O papel do intelectual não é situar-se "um pouco à frente" ou "um pouco à margem", para daí dizer a verdade de todos, verdade a qual, sem os intelectuais, permaneceria muda.
Trata-se, sobretudo, de lutar contra as formas de poder em todos os pontos nos quais o poder é, ao mesmo tempo, o objeto e o instrumento: na ordem do "saber", da "verdade", da "consciência" e do "discurso".
Nesse sentido, a teoria não expressa, não traduz nem é aplicação de uma prática: a teoria é uma prática. Mas é prática local e regional, como você diz, não é prática totalizadora.

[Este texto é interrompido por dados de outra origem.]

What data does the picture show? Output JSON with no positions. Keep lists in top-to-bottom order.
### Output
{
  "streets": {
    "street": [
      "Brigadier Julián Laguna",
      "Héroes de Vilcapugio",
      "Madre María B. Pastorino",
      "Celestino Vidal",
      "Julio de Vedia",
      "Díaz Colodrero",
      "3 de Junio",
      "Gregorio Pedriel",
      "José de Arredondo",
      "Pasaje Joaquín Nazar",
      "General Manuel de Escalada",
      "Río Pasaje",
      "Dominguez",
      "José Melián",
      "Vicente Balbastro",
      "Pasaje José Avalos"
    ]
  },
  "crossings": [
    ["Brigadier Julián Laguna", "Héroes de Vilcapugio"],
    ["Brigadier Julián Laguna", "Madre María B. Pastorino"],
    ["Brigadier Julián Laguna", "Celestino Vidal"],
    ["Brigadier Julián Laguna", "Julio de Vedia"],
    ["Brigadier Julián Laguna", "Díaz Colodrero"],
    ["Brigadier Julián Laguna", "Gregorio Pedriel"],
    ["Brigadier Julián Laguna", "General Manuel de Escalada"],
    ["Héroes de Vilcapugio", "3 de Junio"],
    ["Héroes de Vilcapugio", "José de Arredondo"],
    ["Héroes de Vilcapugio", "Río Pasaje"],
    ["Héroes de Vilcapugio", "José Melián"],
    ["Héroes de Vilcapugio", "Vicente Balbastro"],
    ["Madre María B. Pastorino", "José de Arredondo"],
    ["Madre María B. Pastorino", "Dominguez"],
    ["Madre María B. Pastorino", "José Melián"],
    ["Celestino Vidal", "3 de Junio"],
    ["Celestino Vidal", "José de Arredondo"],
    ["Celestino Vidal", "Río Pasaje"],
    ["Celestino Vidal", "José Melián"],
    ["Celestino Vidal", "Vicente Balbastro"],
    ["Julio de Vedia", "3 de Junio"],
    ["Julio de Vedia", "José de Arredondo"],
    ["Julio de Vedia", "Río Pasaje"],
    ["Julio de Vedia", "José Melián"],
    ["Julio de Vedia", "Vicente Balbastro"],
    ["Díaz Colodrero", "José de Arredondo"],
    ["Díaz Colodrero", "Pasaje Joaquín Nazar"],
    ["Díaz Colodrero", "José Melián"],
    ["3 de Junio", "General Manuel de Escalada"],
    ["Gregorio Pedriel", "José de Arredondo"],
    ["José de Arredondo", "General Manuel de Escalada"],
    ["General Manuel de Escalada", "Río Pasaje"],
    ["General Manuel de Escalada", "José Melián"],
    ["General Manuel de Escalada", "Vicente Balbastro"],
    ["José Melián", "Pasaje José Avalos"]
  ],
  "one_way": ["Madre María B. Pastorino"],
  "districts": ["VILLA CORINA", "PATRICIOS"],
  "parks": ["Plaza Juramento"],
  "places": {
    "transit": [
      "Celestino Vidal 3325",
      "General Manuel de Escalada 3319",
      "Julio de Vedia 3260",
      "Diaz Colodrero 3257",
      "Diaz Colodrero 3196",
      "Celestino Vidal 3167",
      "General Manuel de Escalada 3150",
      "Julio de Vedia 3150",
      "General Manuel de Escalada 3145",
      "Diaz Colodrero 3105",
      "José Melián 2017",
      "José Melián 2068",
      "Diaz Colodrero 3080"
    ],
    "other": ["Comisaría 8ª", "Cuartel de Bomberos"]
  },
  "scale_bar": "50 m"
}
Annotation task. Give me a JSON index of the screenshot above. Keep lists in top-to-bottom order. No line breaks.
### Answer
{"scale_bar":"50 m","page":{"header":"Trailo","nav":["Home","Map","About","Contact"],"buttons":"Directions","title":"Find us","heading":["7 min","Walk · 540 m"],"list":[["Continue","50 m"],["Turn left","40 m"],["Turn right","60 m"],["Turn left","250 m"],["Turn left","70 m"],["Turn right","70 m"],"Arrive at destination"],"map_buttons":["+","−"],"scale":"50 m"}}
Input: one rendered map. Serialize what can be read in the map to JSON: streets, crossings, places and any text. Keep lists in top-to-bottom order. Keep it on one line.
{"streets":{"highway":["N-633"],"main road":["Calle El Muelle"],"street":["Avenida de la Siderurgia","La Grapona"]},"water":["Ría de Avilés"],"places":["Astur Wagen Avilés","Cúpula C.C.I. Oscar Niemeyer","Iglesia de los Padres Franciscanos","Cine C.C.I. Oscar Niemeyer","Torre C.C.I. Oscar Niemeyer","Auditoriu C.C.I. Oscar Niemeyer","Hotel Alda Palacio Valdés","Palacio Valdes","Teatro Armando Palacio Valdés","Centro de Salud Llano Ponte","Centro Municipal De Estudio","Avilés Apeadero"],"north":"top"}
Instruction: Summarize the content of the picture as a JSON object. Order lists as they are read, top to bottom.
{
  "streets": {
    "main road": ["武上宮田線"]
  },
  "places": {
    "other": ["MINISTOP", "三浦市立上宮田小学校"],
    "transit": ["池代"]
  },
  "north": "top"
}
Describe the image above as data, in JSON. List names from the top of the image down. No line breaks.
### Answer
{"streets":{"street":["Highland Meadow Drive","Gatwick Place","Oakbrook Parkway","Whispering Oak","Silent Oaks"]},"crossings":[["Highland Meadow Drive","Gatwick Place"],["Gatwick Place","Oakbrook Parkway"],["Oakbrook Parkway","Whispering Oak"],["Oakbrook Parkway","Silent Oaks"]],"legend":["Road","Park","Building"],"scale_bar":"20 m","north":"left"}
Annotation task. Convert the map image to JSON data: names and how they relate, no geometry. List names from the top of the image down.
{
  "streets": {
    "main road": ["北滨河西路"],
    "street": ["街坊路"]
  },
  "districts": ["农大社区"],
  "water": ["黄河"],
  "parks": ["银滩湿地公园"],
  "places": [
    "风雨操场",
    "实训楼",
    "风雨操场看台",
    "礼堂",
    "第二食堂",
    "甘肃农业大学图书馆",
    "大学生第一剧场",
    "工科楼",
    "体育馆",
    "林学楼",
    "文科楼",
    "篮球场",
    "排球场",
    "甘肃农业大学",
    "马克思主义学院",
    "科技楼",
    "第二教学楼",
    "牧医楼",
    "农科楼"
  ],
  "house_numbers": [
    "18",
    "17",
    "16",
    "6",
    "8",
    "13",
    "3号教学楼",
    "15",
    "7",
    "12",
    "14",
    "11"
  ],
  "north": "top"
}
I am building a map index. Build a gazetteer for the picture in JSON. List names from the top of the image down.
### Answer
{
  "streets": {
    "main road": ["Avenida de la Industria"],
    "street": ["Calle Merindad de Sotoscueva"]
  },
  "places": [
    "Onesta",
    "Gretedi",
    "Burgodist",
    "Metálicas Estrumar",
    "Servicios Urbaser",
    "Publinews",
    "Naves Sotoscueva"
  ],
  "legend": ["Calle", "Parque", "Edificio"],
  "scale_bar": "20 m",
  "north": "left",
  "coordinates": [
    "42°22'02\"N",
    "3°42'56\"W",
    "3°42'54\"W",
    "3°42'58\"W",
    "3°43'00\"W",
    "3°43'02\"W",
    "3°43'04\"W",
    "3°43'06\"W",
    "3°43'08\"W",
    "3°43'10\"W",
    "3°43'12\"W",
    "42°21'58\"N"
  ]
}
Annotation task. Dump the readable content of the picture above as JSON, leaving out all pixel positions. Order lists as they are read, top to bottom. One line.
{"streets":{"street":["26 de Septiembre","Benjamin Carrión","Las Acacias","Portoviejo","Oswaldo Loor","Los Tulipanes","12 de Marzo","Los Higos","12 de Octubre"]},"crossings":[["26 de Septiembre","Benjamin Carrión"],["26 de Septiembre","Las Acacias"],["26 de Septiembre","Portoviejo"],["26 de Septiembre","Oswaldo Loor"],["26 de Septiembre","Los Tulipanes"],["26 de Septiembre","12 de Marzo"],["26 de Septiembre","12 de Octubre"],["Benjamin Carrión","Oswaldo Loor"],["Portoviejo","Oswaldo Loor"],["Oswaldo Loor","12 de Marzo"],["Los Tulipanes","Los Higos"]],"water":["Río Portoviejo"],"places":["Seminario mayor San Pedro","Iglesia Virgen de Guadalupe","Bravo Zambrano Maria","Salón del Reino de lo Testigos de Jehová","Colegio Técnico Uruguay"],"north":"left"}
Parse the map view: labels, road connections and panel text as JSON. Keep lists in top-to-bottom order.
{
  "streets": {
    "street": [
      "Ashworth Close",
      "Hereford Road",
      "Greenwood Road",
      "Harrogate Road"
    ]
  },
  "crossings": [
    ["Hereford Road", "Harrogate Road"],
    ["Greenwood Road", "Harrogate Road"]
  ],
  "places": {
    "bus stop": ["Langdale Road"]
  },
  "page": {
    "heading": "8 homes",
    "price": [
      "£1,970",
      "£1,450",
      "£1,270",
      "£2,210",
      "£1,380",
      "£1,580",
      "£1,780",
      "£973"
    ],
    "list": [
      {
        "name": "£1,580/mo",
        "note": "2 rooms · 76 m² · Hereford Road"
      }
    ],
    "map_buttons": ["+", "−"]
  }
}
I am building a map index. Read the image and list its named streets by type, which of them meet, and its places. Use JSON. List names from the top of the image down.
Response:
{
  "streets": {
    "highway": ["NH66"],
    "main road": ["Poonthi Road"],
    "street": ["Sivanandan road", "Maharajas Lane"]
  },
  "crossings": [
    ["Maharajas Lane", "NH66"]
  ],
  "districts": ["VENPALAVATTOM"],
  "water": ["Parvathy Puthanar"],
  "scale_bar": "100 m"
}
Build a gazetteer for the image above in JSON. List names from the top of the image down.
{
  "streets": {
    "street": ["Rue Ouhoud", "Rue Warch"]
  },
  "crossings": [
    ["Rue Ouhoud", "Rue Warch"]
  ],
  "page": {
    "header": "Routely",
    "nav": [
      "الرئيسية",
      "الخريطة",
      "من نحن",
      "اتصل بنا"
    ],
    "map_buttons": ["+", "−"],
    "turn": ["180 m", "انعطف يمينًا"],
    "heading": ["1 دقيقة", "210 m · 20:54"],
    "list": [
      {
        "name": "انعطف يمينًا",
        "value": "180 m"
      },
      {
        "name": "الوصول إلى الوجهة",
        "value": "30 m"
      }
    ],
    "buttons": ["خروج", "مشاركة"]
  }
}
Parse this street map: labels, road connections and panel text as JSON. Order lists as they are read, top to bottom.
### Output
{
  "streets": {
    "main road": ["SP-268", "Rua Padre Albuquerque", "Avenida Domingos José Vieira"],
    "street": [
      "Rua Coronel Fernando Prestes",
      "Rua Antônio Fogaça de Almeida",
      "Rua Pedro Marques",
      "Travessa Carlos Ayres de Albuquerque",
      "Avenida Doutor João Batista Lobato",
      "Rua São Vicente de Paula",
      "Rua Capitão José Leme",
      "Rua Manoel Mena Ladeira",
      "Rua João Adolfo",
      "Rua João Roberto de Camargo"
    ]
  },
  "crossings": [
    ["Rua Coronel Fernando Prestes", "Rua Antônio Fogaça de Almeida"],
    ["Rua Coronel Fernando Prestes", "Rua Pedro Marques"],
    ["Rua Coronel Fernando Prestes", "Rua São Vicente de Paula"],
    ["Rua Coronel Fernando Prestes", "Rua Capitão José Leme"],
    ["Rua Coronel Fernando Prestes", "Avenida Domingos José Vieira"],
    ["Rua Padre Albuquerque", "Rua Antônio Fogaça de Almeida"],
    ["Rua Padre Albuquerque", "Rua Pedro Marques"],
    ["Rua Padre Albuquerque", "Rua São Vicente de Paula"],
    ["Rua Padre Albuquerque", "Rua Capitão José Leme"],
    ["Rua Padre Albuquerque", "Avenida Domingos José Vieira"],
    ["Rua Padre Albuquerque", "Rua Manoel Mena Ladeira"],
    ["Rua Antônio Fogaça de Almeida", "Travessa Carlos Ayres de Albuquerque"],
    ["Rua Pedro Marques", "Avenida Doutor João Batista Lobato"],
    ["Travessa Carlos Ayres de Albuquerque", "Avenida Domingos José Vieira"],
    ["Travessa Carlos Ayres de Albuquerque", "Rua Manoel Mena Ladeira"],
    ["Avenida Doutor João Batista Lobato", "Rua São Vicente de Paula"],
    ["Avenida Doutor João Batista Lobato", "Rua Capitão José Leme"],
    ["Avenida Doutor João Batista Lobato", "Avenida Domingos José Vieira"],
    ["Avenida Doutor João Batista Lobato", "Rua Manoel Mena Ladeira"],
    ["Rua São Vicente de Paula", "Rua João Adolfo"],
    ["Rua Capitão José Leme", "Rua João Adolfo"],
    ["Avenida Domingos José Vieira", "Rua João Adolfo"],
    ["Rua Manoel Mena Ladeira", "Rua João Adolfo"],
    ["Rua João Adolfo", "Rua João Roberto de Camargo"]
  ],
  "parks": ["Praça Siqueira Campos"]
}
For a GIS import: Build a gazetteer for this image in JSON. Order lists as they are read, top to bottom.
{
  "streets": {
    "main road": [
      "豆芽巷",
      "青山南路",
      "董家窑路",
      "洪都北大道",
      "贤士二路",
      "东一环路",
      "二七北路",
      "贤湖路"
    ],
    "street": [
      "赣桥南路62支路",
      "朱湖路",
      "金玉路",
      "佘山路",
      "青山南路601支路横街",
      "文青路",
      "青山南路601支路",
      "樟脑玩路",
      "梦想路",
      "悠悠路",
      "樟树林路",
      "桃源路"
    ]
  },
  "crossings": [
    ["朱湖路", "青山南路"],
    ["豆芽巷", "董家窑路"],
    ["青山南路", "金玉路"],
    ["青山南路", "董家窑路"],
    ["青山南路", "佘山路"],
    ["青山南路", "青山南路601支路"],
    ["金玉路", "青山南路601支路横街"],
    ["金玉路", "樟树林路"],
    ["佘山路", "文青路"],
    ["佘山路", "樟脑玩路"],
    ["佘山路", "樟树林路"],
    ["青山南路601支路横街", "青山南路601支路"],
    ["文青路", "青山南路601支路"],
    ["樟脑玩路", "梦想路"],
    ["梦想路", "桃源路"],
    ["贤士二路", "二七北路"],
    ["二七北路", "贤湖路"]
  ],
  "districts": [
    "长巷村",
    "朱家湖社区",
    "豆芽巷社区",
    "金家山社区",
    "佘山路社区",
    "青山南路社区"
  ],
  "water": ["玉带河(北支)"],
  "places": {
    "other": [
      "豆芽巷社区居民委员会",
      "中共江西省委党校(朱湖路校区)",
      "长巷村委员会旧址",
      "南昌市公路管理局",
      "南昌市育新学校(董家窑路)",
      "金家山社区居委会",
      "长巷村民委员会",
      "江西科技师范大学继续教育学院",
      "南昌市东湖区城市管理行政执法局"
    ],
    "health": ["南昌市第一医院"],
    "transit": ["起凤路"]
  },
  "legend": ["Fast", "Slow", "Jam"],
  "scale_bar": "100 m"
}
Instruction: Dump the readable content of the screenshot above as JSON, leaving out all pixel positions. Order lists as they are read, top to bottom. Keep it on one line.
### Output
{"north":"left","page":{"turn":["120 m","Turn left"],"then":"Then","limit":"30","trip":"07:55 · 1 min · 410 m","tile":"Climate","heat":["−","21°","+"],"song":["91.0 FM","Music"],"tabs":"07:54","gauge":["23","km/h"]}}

Luta-se contra o poder, luta-se para fazê-lo aparecer e golpeá-lo nos pontos em que o poder é mais invisível e insidioso.
Não se luta por alguma "tomada de consciência" – já faz muito tempo que as massas tomaram consciência, como saber; e também já faz muito tempo que a burguesia tomou, ocupou, a consciência, como sujeito. Luta-se, isso sim, para nos infiltrarmos no poder e tomar o poder, ao lado de todos os que lutam também por isso. Ao lado. Não afastados, a uma distância da qual os intelectuais iluminariam as massas. Cada sistema regional dessa luta é "uma teoria".
Gilles Deleuze: É. Cada teoria é precisamente uma caixa de ferramentas. Não há qualquer relação entre a teoria e seu significante. A teoria tem de servir, de funcionar. Tem de haver pessoas que se sirvam da teoria, a começar pelo próprio teórico, que deixa de ser teórico, e que, se não deixar de ser teórico, não vale nada (ou o momento ainda não chegou). Mas não se volta para teorias passadas: fazem-se outras. Há outras teorias por fazer.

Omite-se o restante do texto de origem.